A round-up of today’s newspaper articles covering the UK’s involvement in counterterrorism and counterinsurgency operations at home and abroad.
General Sir Richard Dannatt calls for ‘aid army’
Britain’s top soldier has called for the Army to draw up plans for a complementary military force which specialises in bringing stability and aid to unstable foreign nations.
General Sir Richard Dannatt, chief of the general staff, said the Army’s future role would be to provide long-term support for troubled nations, rather than prepare to defend Britain in a large-scale war.
Britain was more likely to be involved in “liberal interventionism” abroad and soldiers would have to take on the tasks more commonly performed by international aid and development organisations.

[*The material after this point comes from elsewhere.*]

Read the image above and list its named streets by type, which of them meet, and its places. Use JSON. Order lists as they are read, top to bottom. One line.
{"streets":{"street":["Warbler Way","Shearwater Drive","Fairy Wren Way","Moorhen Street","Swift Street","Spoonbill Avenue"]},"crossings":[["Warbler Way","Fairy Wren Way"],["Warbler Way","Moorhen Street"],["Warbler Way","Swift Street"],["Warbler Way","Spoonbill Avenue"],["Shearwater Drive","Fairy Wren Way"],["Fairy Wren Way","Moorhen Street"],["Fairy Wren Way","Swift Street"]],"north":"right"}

He said troops’ training should include work delivering aid or working in an undeveloped country’s police force, which would help create an Army “capable of both fighting alongside local forces and delivering tasks in area where the civil agencies cannot operate”.
Army’s future is abroad, UK’s top soldier tells security conference
Richard Norton-Taylor, The Guardian
Britain needs more troops, says Army chief General Sir Richard Dannatt
John Bingham, The Telegraph
Lieutenant Colonel shot by Taliban is most senior Afghanistan casualty
John Bingham, The Telegraph
A battalion commander has been shot in the leg during an operation in Afghanistan, becoming the most senior British officer injured in action in the country.
Lieutenant Colonel David Richmond, Commanding Officer of the Argyll and Sutherland Highlanders, 5th Battalion the Royal Regiment of Scotland, was leading an operation near Musa Qaleh in Helmand Province on Thursday when he was hit by a Taliban bullet.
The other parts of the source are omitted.